The Chinese village of Nanjie is a half-socialist holdout where "villagers still lead a collective life as they did decades ago, sing revolutionary songs and chant Mao slogans every day." It appears to be much more prosperous than its market-oriented neighbors; this 1999 New York Times article notes the "spacious, well-equipped schools" and free vacations for model workers. Alas:
While the rest of the country abandoned the commune, pursued personal fortunes and dismantled state industries, the village of Nanjie in central China renationalised its land, set up factories and paid all residents £20 a month. Advertising was banned and instead, propaganda banners hung in streets which led to a 30ft statue of Mao built in 1993.
Unfortunately, few of the visitors were accountants. In the past two months, newspapers in Hong Kong and Guangzhou have unravelled a tale of Enron-style woe.
The village's triumphs were built on £120 million of secret loans from the Agricultural Bank of China, which is now calling in its loans as it prepares to list its shares on the Hong Kong stock exchange. According to one report, the bank had been instructed to support Nanjie at all costs by a conservative in the Communist Party leadership after the crackdown on the Tiananmen Square prοtests in 1989.

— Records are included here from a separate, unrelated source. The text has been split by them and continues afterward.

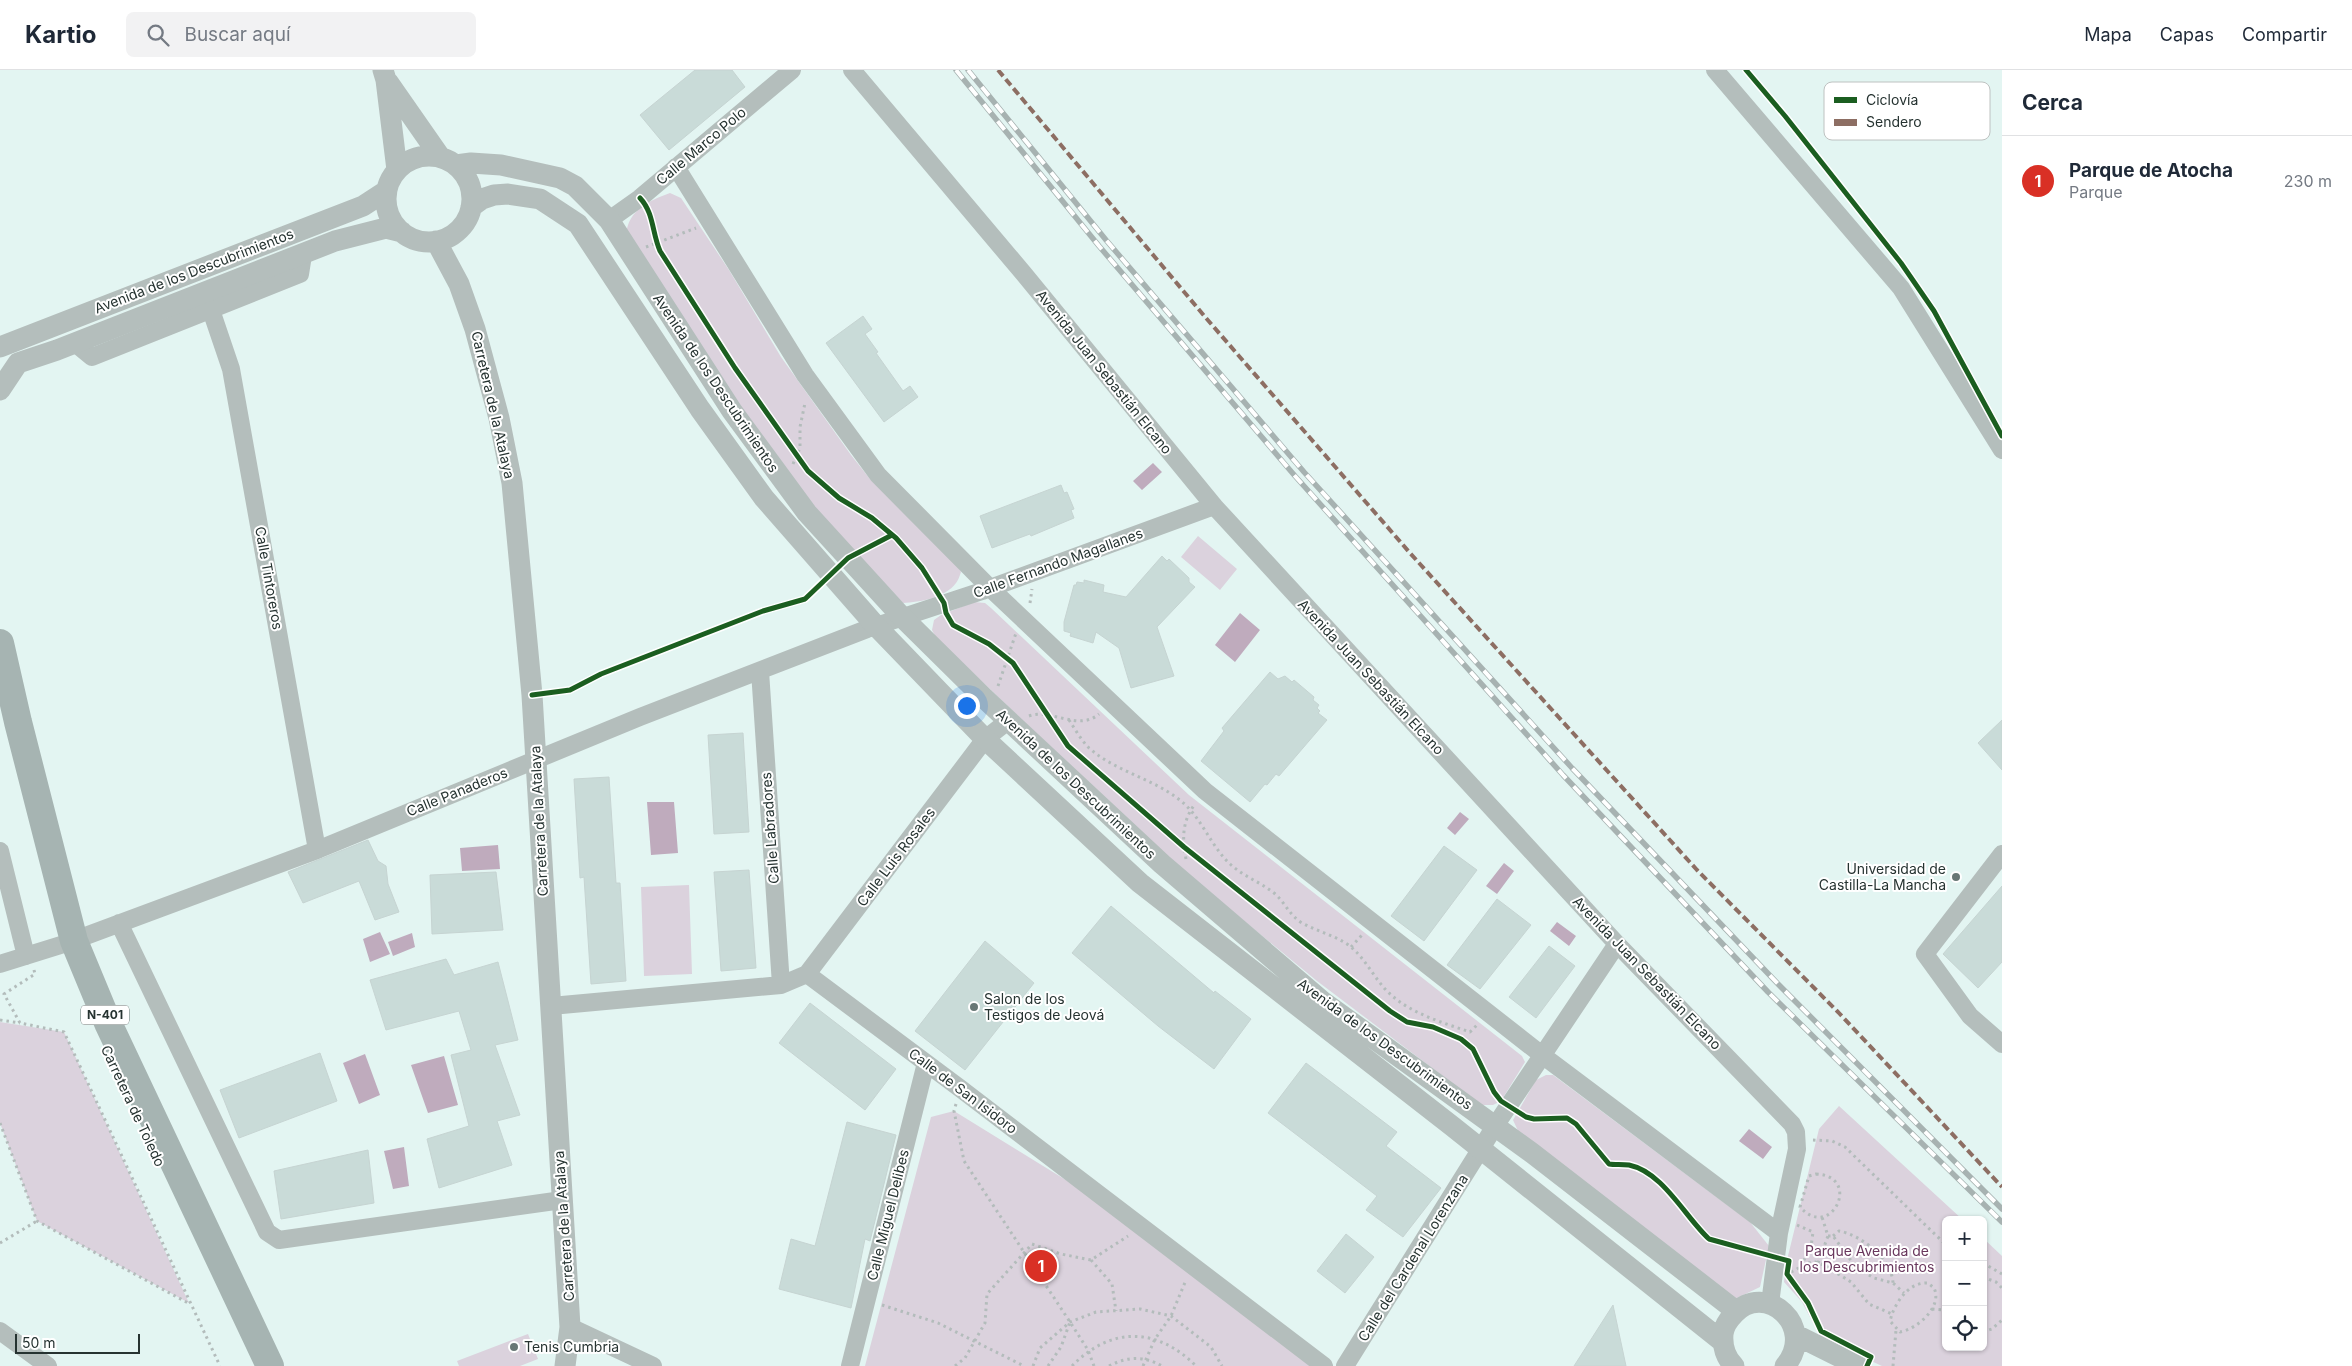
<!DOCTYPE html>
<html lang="es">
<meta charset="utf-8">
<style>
body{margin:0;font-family:Inter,sans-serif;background:#f2f2f3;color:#1f2937}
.controls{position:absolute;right:15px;bottom:15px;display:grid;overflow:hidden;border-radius:8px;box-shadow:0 1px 4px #0004}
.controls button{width:45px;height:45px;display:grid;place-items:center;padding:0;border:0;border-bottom:1px solid #e0e1e3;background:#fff;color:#1f2937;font:25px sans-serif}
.scale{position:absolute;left:15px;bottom:12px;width:125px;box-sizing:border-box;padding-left:5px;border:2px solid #263331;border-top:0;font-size:14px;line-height:18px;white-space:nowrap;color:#263331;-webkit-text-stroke:4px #fff;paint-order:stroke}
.you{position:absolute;left:966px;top:635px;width:18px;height:18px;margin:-12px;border:4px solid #fff;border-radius:50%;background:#1a73e8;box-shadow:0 0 0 8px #1a73e833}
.badge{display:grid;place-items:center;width:32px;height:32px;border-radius:50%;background:#d93025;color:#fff;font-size:16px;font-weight:700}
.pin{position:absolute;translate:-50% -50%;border:2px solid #fff;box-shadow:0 1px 5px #0006}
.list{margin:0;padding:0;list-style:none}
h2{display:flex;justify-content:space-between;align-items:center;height:65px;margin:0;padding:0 20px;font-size:21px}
h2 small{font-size:16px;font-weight:400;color:#747a83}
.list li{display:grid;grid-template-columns:32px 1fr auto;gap:15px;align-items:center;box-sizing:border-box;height:90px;padding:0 20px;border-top:1px solid #e0e1e3}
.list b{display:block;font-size:19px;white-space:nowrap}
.list p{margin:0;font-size:16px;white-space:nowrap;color:#747a83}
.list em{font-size:16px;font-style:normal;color:#747a83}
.icon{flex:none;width:28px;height:28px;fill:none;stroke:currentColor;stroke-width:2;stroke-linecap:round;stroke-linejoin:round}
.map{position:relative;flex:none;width:2002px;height:1296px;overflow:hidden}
header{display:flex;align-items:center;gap:30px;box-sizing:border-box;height:70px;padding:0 25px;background:#fff;border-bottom:1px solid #e0e1e3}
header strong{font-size:24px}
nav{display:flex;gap:28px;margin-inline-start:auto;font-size:18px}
.search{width:350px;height:45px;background:#f2f2f3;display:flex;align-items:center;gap:12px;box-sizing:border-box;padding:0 18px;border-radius:8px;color:#747a83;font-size:19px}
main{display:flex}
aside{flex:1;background:#fff}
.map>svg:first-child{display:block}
.green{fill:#dbd2dd}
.water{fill:#bfabbd}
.building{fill:#c9dbd8;stroke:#c6d4d2}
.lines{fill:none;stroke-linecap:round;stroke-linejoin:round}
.path{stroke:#b3bcbb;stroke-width:3;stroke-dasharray:2.5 4;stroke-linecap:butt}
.minor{stroke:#b4bebc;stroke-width:18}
.tertiary{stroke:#b4bebc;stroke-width:21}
.trunk{stroke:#a6b4b2;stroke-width:28}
.rail-casing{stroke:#a7b2b1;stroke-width:5.5}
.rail{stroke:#fff;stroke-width:4;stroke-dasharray:11;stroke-linecap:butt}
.quiet{stroke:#8d6e63;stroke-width:4;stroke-dasharray:8 4;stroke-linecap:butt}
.cycleway-casing{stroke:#fff;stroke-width:8}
.cycleway{stroke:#1b5e20;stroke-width:5}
.poi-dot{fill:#687775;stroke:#fff;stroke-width:2}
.labels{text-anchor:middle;stroke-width:4;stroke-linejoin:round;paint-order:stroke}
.shield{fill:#fff;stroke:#67706f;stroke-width:1}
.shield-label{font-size:12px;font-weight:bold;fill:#263331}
.street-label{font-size:14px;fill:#263331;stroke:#fff}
.poi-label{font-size:14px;fill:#263331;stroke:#fff;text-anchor:start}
.park-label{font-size:14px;fill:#69375d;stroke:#fff}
.key{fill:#fff;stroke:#bec2c1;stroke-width:1}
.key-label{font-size:14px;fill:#263331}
</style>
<header>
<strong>Kartio</strong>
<div class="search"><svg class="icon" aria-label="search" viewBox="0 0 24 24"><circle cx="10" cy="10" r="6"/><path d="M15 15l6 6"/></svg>Buscar aquí</div>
<nav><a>Mapa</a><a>Capas</a><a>Compartir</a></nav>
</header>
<main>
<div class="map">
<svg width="2002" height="1296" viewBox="0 0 2002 1296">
<rect width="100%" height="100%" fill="#e3f5f2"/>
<path class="green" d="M670,123l11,5 48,72 52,87 70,98 19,24 86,84 5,9c-1,3 -3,9 -5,11 -11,15 -36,19 -53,20l-84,-88 -61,-81 -132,-200c3,-25 23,-33 44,-41z
M1198,466l39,33 -17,21 -39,-33z
M974,532l11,1 6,5 198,187 333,261 3,6 -24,39 -8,4h-12l-164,-124 -147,-121 -234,-222 -4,-8 2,-10 7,-5z
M689,815l3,89 -48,2 -3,-89z
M0,952l64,10 125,271 -152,-82 -37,-98z
M1546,1005h7l197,147 19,24 -9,41 -25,12 -215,-164 -7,-15 23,-40z
M1839,1036l124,114h-17v127h37v-109l19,18v110h-120l-61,-28 -19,-36 -18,-20 3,-22 32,-131z
M954,1041l188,116 171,139h-448l66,-249z
M528,1264l10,25 -18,7h-61l-2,-5z"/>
<path class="water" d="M1153,393l9,9 -20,18 -9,-9z
M1240,543l20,17 -25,32 -20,-17z
M647,732h27l4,51 -27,2z
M1460,742l9,7 -14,16 -8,-7z
M498,775l2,24 -38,2 -2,-23z
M1504,793l10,8 -17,23 -11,-8z
M1557,852l19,14 -7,10 -19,-15z
M380,862l10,22 -20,8 -7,-23z
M412,863l3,14 -22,9 -5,-14z
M365,984l15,41 -21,9 -16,-41z
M444,986l14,49 -30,8 -17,-48z
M1749,1059l23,18 -9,12 -24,-18z
M404,1077l5,39 -16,3 -9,-38z"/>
<path class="building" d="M695,0h37l13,17 -76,63 -29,-35z
M863,246l9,13 -7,5 13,18 -2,1 27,38 7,-5 8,11 -34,25 -58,-79z
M1061,415l3,8 3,-1 7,17 -3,1 3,8 -43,18 -1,-2 -38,14 -12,-32z
M1162,486l5,5 2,-2 20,19v4l6,5 -38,40 17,49 -43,12 -12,-40 -23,-16 -3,11 -23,-7 1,-3 -7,-2v-9l10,-37h2l1,-3 7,1v-3l20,5 -1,7 23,5z
M1270,602l8,7 7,-3 7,6 2,-2 20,17 -1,3 6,5 -2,3 3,3 -2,2 9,7 -48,56 -3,-2 -9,11 -2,-1 -15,18 -49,-41 23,-30 -2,-3z
M2002,650v50l-24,-27z
M743,663l6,99 -35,2 -6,-99z
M609,707l7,106h4l6,98 -35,3 -7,-107 -4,1 -6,-99z
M368,770l10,21 8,5 2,18 11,28 -24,8 -16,-39 -56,22 -15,-31z
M1444,776l33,24 -53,71 -33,-25z
M749,800l7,98 -35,3 -7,-99z
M496,802l7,58 -71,4 -2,-59z
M2002,816v76l-24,26 -35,-34z
M1497,829l34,26 -51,64 -33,-24z
M1111,836l103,87 1,-2 36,28 -37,50 -56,-43 -86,-73z
M985,871l49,42 -69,87 -50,-39z
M1549,876l26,20 -39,52 -27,-21z
M446,889l8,16 44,-13 20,78 -23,5 25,70 -23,6 15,44 -73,23 -12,-49 42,-13 -18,-71 20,-5 -12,-39 -73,19 -16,-50z
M810,933l86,66 -31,41 -86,-67z
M320,983l17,48 -98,37 -19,-48z
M1306,993l91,69 -11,14 55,42 -38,49 -37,-27 11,-14 -109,-83z
M847,1052l49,13 -26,106 -5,-2 -14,69 -72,-19 12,-50 24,7z
M368,1080l6,53 -93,16 -7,-48z
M1346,1164l28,23 -29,36 -28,-22z
M1613,1235l13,61h-52z"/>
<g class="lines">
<path class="path" d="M646,177l50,-19
M793,394l7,-16v-21l5,-24
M1030,533l2,-14
M998,616l18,-53
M1029,646c23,-8 49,16 70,-2
M1069,650c6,9 12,20 20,28 27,24 64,30 92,53 21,17 29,44 49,63 13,12 30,18 44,29 11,9 15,22 28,30 15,8 31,12 45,21 17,12 25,31 39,46 22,23 55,32 84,42l8,-8
M1186,789c-4,-20 -4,-38 9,-55
M1351,877l11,-12
M34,900l1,4 -31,20 16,29 44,9 156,334
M0,950l20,3
M956,1034l-2,7 10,50 106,161 18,28 6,16
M0,1053l37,98 151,82
M1813,1070l19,1 13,6 101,98
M1816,1104c47,2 15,68 -16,33l9,-31z
M1797,1155l16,7 -2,15 -7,13 2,4
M1828,1166h5l19,26 12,10 10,6 19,5 11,10
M1833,1166l6,-5c22,4 53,28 54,52
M0,1173l37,-22
M1091,1190l21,24 4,27
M1818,1193l10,-27 -6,-19
M1983,1193l19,11
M1791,1202l17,-9 7,-1 9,3 27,17 18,22 23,10 -2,7 10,11c17,-3 43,-25 34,-44l-6,-5c-18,-1 -30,16 -36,31
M1983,1207l13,5 6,6
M882,1235l56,18 86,43
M1932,1239l14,1
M1983,1262l9,-3 10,-9
M955,1296l10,-8 20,-35 2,-29 45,-50 29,10 30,6 37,-24
M1033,1296l7,-18 30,-26 26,-10 44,-3 31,7 40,31 11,19
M1048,1296l13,-19 9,-25
M1072,1296c39,-40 85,-39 124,0
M1109,1296c19,-10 35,-10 53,0
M1143,1296l12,-27 16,-23 15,-36
M1893,1296l3,-36"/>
<path class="minor" d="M852,0l172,204 190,232 403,438 175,180 4,8 1,17 -18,84 -9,71
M1715,0l186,218 101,162
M676,97l129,208 73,100 112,113 215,203 337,264 237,178
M609,150l31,-22 152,-128
M211,240l20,59 86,481
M75,273l17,14 208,-83 3,-19
M760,601l21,314
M0,781l26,105
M2002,784l-77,100 45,62 32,28
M119,853l148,309 12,8 283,-40
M0,894l64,-20 253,-94 323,-133 227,-88 115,-38 232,-85
M807,904l178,-235 23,-18
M551,936l230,-21 26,-11 154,115 363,277
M570,1257l83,39
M0,1261l48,35
M850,1296l76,-303
M1345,1296l150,-240 122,-182"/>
<path class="tertiary" d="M383,0l3,10 11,90
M388,12l53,76
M386 129a43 43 0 1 1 86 0a43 43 0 1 1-86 0Z
M456,95l15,-2 30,2 59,13 15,8 34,34 123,191 75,102 95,104 82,81 178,166 160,137 210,152 204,158
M471,137l11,-8 12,-4 14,-1 32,5 38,25 122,185 64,89 112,128 109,113 155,144 312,243 271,216
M436,171l23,43 16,45 24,89 13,65 20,212 38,632 -5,39
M0,277l363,-141 23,-15
M0,320l18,-27 39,-13 278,-109 51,-13 16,4
M1796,1265l62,31
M1734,1296c-8,-8 -12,-20 -11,-32 1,-8 5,-14 11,-20 31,-34 84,13 51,52"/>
<path class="trunk" d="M0,573l18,79 56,219 34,82 162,343"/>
<defs>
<path id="rail" d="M956,0l143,176 196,230 268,299 205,217 234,230
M968,0l138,170 198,232 268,296 207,217 223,224"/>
</defs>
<use href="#rail" class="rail-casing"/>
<use href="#rail" class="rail"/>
<path class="quiet" d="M998,0l208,248 204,235 287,317 141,142 164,175"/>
<defs>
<path id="cycleway" d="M1746,0l39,46 116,147 33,48 68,125
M640,128c14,15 12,35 20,53l75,117 73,103 31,27 33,20 24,20 26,30 22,35 2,10 7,12 36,19 24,19 55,83 116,101 206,164 17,11 26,5 28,12 12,10 21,43 7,9 25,16 8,2 33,-1 9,6 33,40c6,1 13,0 20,1 34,7 56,52 80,74l80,22 -2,13 21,29 13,28 50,26 -4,9
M532,625l38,-5 31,-16 162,-63 42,-12 43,-41 44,-23"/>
</defs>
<use href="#cycleway" class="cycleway-casing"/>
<use href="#cycleway" class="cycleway"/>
</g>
<g class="poi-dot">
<circle cx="1956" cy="807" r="5"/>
<circle cx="974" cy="937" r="5"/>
<circle cx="514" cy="1277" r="5"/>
</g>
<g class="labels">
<rect class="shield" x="81" y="935.5" width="48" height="19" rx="4"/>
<g class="shield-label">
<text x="105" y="949">N-401</text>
</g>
<g class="street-label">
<text transform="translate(701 76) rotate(-40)" y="5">Calle Marco Polo</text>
<text transform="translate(194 201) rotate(-21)" y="5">Avenida de los Descubrimientos</text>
<text transform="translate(1104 302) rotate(51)" y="5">Avenida Juan Sebastián Elcano</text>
<text transform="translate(716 313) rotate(56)" y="5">Avenida de los Descubrimientos</text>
<text transform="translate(493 335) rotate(77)" y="5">Carretera de la Atalaya</text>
<text transform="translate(1058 493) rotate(-20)" y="5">Calle Fernando Magallanes</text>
<text transform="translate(269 508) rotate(80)" y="5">Calle Tintoreros</text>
<text transform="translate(1371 607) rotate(47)" y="5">Avenida Juan Sebastián Elcano</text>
<text transform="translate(1076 714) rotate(43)" y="5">Avenida de los Descubrimientos</text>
<text transform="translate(457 722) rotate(-22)" y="5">Calle Panaderos</text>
<text transform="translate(539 751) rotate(-93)" y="5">Carretera de la Atalaya</text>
<text transform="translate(770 758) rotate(-94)" y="5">Calle Labradores</text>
<text transform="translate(896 787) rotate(-53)" y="5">Calle Luis Rosales</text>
<text transform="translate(1647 903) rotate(46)" y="5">Avenida Juan Sebastián Elcano</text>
<text transform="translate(1385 974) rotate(36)" y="5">Avenida de los Descubrimientos</text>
<text transform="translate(963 1021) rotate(37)" y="5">Calle de San Isidoro</text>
<text transform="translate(133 1036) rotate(65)" y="5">Carretera de Toledo</text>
<text transform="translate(888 1145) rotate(-76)" y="5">Calle Miguel Delibes</text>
<text transform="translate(564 1156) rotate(-94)" y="5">Carretera de la Atalaya</text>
<text transform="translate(1413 1188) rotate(-58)" y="5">Calle del Cardenal Lorenzana</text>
</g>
<g class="poi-label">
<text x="1946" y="804" text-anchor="end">Universidad de<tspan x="1946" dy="16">Castilla-La Mancha</tspan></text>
<text x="984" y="934">Salon de los<tspan x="984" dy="16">Testigos de Jeová</tspan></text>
<text x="524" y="1282">Tenis Cumbria</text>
</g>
<g class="park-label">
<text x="1867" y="1186">Parque Avenida de<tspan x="1867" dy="16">los Descubrimientos</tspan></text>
</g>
</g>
<rect x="1824" y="12" width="166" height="58" rx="8" class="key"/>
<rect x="1834" y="27" width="23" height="6" fill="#1b5e20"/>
<rect x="1834" y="49" width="23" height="7" fill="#8d6e63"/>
<g class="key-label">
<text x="1866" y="35">Ciclovía</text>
<text x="1866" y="57">Sendero</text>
</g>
</svg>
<div class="controls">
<button>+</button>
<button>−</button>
<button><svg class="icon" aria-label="locate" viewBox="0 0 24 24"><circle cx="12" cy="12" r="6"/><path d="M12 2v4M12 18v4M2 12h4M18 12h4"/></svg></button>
</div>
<div class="scale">50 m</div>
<div class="you"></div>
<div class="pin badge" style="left:1041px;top:1196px">1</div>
</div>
<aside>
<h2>Cerca<small></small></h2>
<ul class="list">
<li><span class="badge">1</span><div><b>Parque de Atocha</b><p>Parque</p></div><em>230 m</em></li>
</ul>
</aside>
</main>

According to the Asia Times, the bureaucrat forcing the bank to make the loans has retired, and the new boss is less excited about funding a Maoist amusement park. The bank wants the loans repaid, and Nanjie seems, at least, to be trying:
To reduce its debts, companies run by the village have in recent years turned to marketing a soybean seed in the name of Spaceflight II. They claimed that after the seeds were sent out into space their genes underwent a mutation that would increase their harvest by 30%.